= Aim of the exercise =
Give every line of the data again, exactly.

= Material to process =
Segment Open

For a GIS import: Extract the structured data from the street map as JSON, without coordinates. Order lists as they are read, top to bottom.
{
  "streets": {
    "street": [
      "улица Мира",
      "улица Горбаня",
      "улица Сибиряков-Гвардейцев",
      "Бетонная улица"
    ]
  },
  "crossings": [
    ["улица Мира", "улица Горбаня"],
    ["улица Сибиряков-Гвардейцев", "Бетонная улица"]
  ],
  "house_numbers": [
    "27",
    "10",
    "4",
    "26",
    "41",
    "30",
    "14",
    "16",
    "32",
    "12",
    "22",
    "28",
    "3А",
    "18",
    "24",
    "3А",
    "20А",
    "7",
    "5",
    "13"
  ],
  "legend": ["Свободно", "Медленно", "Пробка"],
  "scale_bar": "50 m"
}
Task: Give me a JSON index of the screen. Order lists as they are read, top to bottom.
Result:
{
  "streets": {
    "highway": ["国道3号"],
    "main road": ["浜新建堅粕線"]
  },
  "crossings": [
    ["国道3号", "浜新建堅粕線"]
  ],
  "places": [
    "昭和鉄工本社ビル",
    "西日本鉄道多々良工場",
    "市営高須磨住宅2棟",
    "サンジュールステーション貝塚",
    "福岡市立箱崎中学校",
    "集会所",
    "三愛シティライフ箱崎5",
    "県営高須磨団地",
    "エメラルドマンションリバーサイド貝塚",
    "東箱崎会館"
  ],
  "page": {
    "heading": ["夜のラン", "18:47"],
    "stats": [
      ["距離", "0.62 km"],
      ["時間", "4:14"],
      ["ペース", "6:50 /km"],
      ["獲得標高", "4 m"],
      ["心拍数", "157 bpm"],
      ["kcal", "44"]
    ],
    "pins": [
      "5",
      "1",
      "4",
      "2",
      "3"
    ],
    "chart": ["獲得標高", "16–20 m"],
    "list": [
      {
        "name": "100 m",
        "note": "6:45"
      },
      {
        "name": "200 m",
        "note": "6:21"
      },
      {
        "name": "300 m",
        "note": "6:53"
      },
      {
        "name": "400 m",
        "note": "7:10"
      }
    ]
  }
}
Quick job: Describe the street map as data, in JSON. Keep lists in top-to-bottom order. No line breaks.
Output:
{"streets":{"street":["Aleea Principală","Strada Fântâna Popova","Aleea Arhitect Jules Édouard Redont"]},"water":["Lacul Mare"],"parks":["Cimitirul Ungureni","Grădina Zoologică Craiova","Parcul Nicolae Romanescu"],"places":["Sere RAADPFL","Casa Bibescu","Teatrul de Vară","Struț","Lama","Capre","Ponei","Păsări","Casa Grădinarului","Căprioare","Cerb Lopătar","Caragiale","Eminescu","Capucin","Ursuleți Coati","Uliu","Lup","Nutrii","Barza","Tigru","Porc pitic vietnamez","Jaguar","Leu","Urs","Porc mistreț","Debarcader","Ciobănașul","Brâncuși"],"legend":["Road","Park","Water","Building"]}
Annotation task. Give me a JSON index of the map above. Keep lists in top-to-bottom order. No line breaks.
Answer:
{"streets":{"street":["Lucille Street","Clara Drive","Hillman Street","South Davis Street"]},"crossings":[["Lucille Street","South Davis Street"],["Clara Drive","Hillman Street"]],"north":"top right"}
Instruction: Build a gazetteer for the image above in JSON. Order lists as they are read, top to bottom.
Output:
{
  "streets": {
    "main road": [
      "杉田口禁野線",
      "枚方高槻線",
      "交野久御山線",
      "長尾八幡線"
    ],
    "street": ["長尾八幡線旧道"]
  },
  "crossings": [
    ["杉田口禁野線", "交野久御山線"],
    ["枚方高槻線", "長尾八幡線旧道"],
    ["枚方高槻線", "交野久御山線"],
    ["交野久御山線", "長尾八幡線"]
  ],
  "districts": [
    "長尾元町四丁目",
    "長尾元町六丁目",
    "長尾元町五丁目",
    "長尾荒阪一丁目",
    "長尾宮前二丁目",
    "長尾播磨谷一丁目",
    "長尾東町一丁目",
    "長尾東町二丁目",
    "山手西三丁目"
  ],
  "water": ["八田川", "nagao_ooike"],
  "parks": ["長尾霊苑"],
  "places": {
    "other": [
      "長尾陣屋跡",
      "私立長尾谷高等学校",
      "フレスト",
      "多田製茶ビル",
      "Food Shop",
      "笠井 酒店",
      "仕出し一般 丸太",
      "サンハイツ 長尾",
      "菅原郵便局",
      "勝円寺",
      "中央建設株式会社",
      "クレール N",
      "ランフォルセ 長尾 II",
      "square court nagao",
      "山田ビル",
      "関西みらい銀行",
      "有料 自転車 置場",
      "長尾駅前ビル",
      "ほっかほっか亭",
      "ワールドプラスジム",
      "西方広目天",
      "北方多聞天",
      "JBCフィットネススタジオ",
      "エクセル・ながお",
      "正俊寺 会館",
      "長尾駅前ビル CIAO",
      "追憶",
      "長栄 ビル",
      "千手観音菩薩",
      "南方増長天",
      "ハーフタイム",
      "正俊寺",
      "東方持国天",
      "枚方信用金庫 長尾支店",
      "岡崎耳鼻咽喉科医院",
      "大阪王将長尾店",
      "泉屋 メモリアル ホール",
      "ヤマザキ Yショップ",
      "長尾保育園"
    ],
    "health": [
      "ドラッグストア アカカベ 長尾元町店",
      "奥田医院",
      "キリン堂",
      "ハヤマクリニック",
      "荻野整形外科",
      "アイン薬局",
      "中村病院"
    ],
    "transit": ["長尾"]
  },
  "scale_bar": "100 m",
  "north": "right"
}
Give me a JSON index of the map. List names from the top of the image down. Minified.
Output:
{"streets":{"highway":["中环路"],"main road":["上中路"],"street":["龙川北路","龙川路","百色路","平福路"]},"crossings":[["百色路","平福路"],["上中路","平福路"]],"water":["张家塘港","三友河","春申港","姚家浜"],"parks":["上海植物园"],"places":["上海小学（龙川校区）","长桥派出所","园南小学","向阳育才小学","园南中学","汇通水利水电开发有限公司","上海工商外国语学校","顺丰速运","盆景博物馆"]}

Segment Closed

= Response below =
For a GIS import: Extract the structured data from the street map as JSON, without coordinates. Order lists as they are read, top to bottom.
{
  "streets": {
    "street": [
      "улица Мира",
      "улица Горбаня",
      "улица Сибиряков-Гвардейцев",
      "Бетонная улица"
    ]
  },
  "crossings": [
    ["улица Мира", "улица Горбаня"],
    ["улица Сибиряков-Гвардейцев", "Бетонная улица"]
  ],
  "house_numbers": [
    "27",
    "10",
    "4",
    "26",
    "41",
    "30",
    "14",
    "16",
    "32",
    "12",
    "22",
    "28",
    "3А",
    "18",
    "24",
    "3А",
    "20А",
    "7",
    "5",
    "13"
  ],
  "legend": ["Свободно", "Медленно", "Пробка"],
  "scale_bar": "50 m"
}
Task: Give me a JSON index of the screen. Order lists as they are read, top to bottom.
Result:
{
  "streets": {
    "highway": ["国道3号"],
    "main road": ["浜新建堅粕線"]
  },
  "crossings": [
    ["国道3号", "浜新建堅粕線"]
  ],
  "places": [
    "昭和鉄工本社ビル",
    "西日本鉄道多々良工場",
    "市営高須磨住宅2棟",
    "サンジュールステーション貝塚",
    "福岡市立箱崎中学校",
    "集会所",
    "三愛シティライフ箱崎5",
    "県営高須磨団地",
    "エメラルドマンションリバーサイド貝塚",
    "東箱崎会館"
  ],
  "page": {
    "heading": ["夜のラン", "18:47"],
    "stats": [
      ["距離", "0.62 km"],
      ["時間", "4:14"],
      ["ペース", "6:50 /km"],
      ["獲得標高", "4 m"],
      ["心拍数", "157 bpm"],
      ["kcal", "44"]
    ],
    "pins": [
      "5",
      "1",
      "4",
      "2",
      "3"
    ],
    "chart": ["獲得標高", "16–20 m"],
    "list": [
      {
        "name": "100 m",
        "note": "6:45"
      },
      {
        "name": "200 m",
        "note": "6:21"
      },
      {
        "name": "300 m",
        "note": "6:53"
      },
      {
        "name": "400 m",
        "note": "7:10"
      }
    ]
  }
}
Quick job: Describe the street map as data, in JSON. Keep lists in top-to-bottom order. No line breaks.
Output:
{"streets":{"street":["Aleea Principală","Strada Fântâna Popova","Aleea Arhitect Jules Édouard Redont"]},"water":["Lacul Mare"],"parks":["Cimitirul Ungureni","Grădina Zoologică Craiova","Parcul Nicolae Romanescu"],"places":["Sere RAADPFL","Casa Bibescu","Teatrul de Vară","Struț","Lama","Capre","Ponei","Păsări","Casa Grădinarului","Căprioare","Cerb Lopătar","Caragiale","Eminescu","Capucin","Ursuleți Coati","Uliu","Lup","Nutrii","Barza","Tigru","Porc pitic vietnamez","Jaguar","Leu","Urs","Porc mistreț","Debarcader","Ciobănașul","Brâncuși"],"legend":["Road","Park","Water","Building"]}
Annotation task. Give me a JSON index of the map above. Keep lists in top-to-bottom order. No line breaks.
Answer:
{"streets":{"street":["Lucille Street","Clara Drive","Hillman Street","South Davis Street"]},"crossings":[["Lucille Street","South Davis Street"],["Clara Drive","Hillman Street"]],"north":"top right"}
Instruction: Build a gazetteer for the image above in JSON. Order lists as they are read, top to bottom.
Output:
{
  "streets": {
    "main road": [
      "杉田口禁野線",
      "枚方高槻線",
      "交野久御山線",
      "長尾八幡線"
    ],
    "street": ["長尾八幡線旧道"]
  },
  "crossings": [
    ["杉田口禁野線", "交野久御山線"],
    ["枚方高槻線", "長尾八幡線旧道"],
    ["枚方高槻線", "交野久御山線"],
    ["交野久御山線", "長尾八幡線"]
  ],
  "districts": [
    "長尾元町四丁目",
    "長尾元町六丁目",
    "長尾元町五丁目",
    "長尾荒阪一丁目",
    "長尾宮前二丁目",
    "長尾播磨谷一丁目",
    "長尾東町一丁目",
    "長尾東町二丁目",
    "山手西三丁目"
  ],
  "water": ["八田川", "nagao_ooike"],
  "parks": ["長尾霊苑"],
  "places": {
    "other": [
      "長尾陣屋跡",
      "私立長尾谷高等学校",
      "フレスト",
      "多田製茶ビル",
      "Food Shop",
      "笠井 酒店",
      "仕出し一般 丸太",
      "サンハイツ 長尾",
      "菅原郵便局",
      "勝円寺",
      "中央建設株式会社",
      "クレール N",
      "ランフォルセ 長尾 II",
      "square court nagao",
      "山田ビル",
      "関西みらい銀行",
      "有料 自転車 置場",
      "長尾駅前ビル",
      "ほっかほっか亭",
      "ワールドプラスジム",
      "西方広目天",
      "北方多聞天",
      "JBCフィットネススタジオ",
      "エクセル・ながお",
      "正俊寺 会館",
      "長尾駅前ビル CIAO",
      "追憶",
      "長栄 ビル",
      "千手観音菩薩",
      "南方増長天",
      "ハーフタイム",
      "正俊寺",
      "東方持国天",
      "枚方信用金庫 長尾支店",
      "岡崎耳鼻咽喉科医院",
      "大阪王将長尾店",
      "泉屋 メモリアル ホール",
      "ヤマザキ Yショップ",
      "長尾保育園"
    ],
    "health": [
      "ドラッグストア アカカベ 長尾元町店",
      "奥田医院",
      "キリン堂",
      "ハヤマクリニック",
      "荻野整形外科",
      "アイン薬局",
      "中村病院"
    ],
    "transit": ["長尾"]
  },
  "scale_bar": "100 m",
  "north": "right"
}
Give me a JSON index of the map. List names from the top of the image down. Minified.
Output:
{"streets":{"highway":["中环路"],"main road":["上中路"],"street":["龙川北路","龙川路","百色路","平福路"]},"crossings":[["百色路","平福路"],["上中路","平福路"]],"water":["张家塘港","三友河","春申港","姚家浜"],"parks":["上海植物园"],"places":["上海小学（龙川校区）","长桥派出所","园南小学","向阳育才小学","园南中学","汇通水利水电开发有限公司","上海工商外国语学校","顺丰速运","盆景博物馆"]}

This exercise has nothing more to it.